When the director appeared ten minutes later, he was white with anger, the veins standing out on his neck and the backs of his hands like ropes. He walked slowly to the front of the room and took a deep breath, as if to steady himself.

“I’m sure I don’t need to tell you,” he said, his voice that of a man trying his hardest to keep his temper, “that tonight was nothing less than a catastrophic embarrassment for this Department. Do I need to tell you that?”

“No sir,” they said.

“Good. That’s good. The only silver lining is that the men and women we apprehended were clearly already aware of our existence, so the PR damage is minimal. The damage to your careers, on the other hand, and to mine, is likely to be significantly more severe.” He clenched and unclenched his fists, several times. “I’m going to leave it to you to ascertain exactly how this disaster was perpetrated, although I’m sure we all know the answer. I want a full report on how this came to happen on my desk in the morning, or I will have your resignations. Is that clear?”

They told him it was, and he nodded, stiffly.

“I suggest you start your investigation in the cellblock. Beyond that, I have nothing to say to any of you. Good night, gentlemen.”

Seward walked slowly across the room, opened the door, and left without looking back.
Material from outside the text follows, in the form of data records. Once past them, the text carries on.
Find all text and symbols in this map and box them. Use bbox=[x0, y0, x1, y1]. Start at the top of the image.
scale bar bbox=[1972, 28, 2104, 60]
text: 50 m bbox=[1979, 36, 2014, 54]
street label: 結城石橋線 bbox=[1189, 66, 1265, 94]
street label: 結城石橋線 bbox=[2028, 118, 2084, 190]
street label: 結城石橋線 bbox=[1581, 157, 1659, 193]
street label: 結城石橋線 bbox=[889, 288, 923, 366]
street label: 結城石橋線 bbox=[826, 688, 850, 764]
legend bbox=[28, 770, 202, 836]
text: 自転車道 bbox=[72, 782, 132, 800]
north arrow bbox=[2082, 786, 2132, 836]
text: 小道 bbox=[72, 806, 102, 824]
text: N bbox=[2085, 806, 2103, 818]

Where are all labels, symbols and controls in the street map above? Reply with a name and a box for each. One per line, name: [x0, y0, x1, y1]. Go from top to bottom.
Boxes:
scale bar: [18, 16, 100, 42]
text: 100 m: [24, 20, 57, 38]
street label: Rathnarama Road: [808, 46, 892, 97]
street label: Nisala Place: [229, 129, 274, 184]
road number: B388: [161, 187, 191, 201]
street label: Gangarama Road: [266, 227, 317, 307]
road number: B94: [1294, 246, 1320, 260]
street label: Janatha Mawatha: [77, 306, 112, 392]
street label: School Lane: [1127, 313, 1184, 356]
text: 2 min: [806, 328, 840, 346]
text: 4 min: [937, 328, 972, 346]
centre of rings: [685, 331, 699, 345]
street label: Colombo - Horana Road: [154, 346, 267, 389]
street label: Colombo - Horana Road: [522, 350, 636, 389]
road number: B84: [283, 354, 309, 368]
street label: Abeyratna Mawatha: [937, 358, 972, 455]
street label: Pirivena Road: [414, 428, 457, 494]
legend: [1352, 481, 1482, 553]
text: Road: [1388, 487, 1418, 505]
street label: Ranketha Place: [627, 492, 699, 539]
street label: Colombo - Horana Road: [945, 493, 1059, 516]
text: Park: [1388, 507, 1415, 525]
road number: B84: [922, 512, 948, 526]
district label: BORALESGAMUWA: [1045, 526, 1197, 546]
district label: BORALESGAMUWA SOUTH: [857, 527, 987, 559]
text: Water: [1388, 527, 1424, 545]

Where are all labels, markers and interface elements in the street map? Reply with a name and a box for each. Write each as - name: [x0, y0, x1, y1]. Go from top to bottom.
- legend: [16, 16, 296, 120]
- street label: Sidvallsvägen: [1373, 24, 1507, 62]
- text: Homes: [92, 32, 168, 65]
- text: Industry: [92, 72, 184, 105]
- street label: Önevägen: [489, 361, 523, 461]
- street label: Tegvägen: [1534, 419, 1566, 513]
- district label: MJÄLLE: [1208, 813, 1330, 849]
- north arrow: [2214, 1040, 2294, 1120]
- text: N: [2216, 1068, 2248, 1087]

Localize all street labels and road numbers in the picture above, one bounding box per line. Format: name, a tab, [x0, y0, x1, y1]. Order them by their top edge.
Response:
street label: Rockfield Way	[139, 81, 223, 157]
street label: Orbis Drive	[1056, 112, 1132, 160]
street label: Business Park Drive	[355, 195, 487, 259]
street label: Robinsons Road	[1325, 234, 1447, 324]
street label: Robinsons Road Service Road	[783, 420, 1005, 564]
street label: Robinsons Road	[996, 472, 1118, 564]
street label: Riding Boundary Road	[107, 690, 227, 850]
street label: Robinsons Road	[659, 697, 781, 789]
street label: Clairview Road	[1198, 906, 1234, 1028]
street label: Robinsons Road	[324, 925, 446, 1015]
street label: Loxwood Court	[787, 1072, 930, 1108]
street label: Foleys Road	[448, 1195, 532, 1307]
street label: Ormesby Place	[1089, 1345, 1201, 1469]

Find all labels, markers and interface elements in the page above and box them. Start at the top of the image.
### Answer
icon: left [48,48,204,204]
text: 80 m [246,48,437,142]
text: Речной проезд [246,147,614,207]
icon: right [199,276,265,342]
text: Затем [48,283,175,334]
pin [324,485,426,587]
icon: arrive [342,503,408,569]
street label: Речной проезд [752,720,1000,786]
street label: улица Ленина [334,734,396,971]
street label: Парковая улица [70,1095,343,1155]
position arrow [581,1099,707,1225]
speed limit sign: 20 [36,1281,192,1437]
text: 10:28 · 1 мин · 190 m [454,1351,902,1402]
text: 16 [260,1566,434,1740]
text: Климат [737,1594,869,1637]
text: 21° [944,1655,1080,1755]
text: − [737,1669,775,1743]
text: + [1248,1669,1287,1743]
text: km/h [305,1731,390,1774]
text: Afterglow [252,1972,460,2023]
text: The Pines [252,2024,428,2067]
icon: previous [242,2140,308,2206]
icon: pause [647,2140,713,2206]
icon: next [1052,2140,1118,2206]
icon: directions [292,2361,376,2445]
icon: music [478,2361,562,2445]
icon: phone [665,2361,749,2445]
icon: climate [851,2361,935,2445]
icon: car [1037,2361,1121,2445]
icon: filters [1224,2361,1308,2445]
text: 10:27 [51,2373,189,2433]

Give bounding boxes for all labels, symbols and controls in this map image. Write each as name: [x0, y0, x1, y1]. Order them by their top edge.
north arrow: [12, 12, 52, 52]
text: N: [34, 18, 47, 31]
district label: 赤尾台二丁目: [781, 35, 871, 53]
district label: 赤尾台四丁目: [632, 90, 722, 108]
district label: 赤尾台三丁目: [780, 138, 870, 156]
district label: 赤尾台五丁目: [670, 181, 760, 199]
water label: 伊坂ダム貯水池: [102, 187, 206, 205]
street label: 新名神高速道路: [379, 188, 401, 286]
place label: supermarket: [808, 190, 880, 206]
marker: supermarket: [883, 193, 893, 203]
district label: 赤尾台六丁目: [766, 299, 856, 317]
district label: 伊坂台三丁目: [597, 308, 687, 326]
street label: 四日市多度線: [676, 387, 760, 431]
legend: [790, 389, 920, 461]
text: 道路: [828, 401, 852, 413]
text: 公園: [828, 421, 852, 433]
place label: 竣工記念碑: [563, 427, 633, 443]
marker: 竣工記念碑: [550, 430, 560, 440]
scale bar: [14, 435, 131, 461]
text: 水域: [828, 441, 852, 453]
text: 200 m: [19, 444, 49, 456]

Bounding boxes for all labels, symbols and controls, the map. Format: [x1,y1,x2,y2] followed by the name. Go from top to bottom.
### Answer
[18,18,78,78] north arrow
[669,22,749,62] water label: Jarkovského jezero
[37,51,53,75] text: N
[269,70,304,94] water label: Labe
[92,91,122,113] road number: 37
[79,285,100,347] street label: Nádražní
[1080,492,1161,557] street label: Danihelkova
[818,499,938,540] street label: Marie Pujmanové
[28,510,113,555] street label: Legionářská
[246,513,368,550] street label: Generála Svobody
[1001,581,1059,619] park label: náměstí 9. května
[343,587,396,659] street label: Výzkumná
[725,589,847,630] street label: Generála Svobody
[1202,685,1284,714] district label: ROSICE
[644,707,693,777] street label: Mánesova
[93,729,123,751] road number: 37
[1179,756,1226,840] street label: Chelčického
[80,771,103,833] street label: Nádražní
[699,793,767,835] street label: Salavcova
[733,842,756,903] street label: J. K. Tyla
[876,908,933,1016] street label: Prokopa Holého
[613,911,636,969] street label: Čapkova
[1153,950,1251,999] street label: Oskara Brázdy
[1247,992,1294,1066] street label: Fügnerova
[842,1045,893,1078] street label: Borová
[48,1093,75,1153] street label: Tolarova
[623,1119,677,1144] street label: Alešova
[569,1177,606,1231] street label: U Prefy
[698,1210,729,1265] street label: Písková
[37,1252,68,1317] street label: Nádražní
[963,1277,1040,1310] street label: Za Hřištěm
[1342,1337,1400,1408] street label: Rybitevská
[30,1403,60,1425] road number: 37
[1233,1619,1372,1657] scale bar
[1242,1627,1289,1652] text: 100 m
Jamie, Frankenstein and Morris waited until they were certain he was gone, and then began to talk.

“How did this happen?” asked Morris.

Frankenstein grunted. “As if we all don’t know,” he said, looking steadily at Jamie.

“What’s that supposed to mean?” demanded the teenager.

“It means your girlfriend tipped off Alexandru,” Frankenstein replied, his voice maddeningly calm. “It means she went to him when she escaped, then told him to wait two hours after she left so she could come back here and save the day. It means she played you-again.”

“You’re wrong,” said Jamie, and the venom in his own voice shocked even him.

“It makes sense, Jamie,” said Morris. “Who else could have done it?”

“I don’t know,” replied Jamie, fighting hard to control his temper. “But it wasn’t her. That I do know.”